As the bill was introduced by the Landry government, it enjoyed the support of the PQ members, who had a majority in the National Assembly. The Liberal Party spoke in favor of the general idea behind the bill, but opposed several of its provisions. During the vote on the general principle, Official Opposition spokesperson on the Charter of the French Language, Pierre-Étienne Laporte, expressed reservations about the fusion of the various bodies responsible for language policy and the lack of flexibility in modifying section 73 of the Charter. Despite his concerns about the rigidity of section 73, the Liberals were in agreement with excluding the attendance of an unsubsidized English school in the calculation required to gain access to a subsidized English school. During the vote to pass the bill, Liberal MP Benoît Pelletier supported the government's desire to protect the French language:

"This absence of quarrelling, so to speak, is what we call linguistic peace. We benefit from it today, we enjoy it. We in the Official Opposition are delighted with it, and our goal, Mr. Chairman, is to preserve linguistic peace and to continue in this kind of atmosphere that is extremely favorable to dialogue between the French-speaking majority and the English-speaking minority in Quebec."
— Benoît Pelletier

The two Action démocratique du Québec MPs did not intervene in the debate on the bill.

== Content ==
Act 104 has been modified in five different ways:

1. the language of instruction in primary and secondary schools (see section 3.1);
2. government bodies dealing with language issues (see section 3.2);
3. the language policies of Quebec colleges and universities (see section 3.3.);
4. language in public administration (see section 3.4);
5. language in the workplace (see section 3.5).

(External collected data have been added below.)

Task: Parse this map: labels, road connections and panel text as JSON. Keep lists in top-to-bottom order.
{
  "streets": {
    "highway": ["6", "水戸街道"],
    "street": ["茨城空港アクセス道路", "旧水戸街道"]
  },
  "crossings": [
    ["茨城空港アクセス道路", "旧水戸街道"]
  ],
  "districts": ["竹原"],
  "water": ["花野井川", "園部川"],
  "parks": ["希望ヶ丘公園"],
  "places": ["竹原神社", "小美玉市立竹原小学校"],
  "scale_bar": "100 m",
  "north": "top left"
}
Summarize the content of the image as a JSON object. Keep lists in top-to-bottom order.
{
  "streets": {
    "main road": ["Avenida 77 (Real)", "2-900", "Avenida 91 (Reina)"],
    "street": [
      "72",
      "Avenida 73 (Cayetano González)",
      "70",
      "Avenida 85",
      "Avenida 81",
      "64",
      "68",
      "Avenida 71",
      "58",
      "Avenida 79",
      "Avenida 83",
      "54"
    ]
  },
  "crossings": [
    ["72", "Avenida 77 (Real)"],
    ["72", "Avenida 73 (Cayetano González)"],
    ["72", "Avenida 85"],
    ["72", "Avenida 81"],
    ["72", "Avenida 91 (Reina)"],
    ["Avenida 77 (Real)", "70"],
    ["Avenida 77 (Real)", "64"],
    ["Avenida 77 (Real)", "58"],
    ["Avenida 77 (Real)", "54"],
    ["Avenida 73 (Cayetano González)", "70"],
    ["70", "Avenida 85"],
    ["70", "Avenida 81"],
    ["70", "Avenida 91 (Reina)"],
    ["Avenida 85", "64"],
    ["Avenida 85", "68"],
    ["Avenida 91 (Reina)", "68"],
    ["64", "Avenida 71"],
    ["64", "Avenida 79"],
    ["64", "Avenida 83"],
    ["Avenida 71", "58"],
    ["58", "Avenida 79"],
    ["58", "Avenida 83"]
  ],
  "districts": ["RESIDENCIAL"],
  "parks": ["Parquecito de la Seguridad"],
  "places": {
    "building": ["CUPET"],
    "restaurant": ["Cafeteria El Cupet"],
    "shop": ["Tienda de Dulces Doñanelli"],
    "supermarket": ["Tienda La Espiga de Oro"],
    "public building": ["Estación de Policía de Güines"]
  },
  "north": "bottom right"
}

=== Language of instruction ===

==== The modification ====

| The importance of the provisions of the Charter of the French Language relating to schooling in French no longer needs to be demonstrated. They must continue to play a decisive role in the linguistic orientation of Quebec's predominantly French-speaking society. [...] To achieve this in Quebec, it had to be induced by the Charter of the French Language, because of the force of attraction exerted by English. Even today, this achievement remains fragile, as some people relentlessly challenge the principle of French-language schooling in Quebec.3 — Diane Lemieux, Speech on the presentation of the principle of the bill |

The bill amends section 73 of the Charter of the French Language in two ways.

The first change prohibits the use of years spent in unsubsidized English schools to determine eligibility for subsidized English schools. All parents, whatever their mother tongue, can continue to send their children to the school of their choice if it is not subsidized by the state. However, this stay at a private school will not facilitate their eligibility for a subsidized English school. In the past, some children took advantage of a stay at an unsubsidized private school to gain access to a subsidized English school. This right of access to the subsidized school was automatically valid for future children, as well as for the child's siblings. With this measure, the Minister wished to reinforce the obligation for Francophones and allophones to attend French schools.

The second important change affected people who attend subsidized English schools because of a special authorization. Certain children who do not normally have access to a subsidized English school may apply to the Minister of Education for special authorization to attend such schools. This exception is granted on humanitarian grounds or because of learning difficulties. This exception procedure continues to exist after the bill, but this stay at the subsidized English school no longer entitles the applicant to send his or her future children to the subsidized school. Similarly, when the bill was passed, there was some debate as to whether the siblings of a child subject to special authorization could attend a subsidized school with him or her. Several groups in parliamentary commission had criticized the government's position of not allowing siblings to attend the same school when one of them benefited from a special authorization. The Liberal Party supported this request and the Minister decided to amend her bill to allow siblings to attend the same school as the child benefiting from special authorization.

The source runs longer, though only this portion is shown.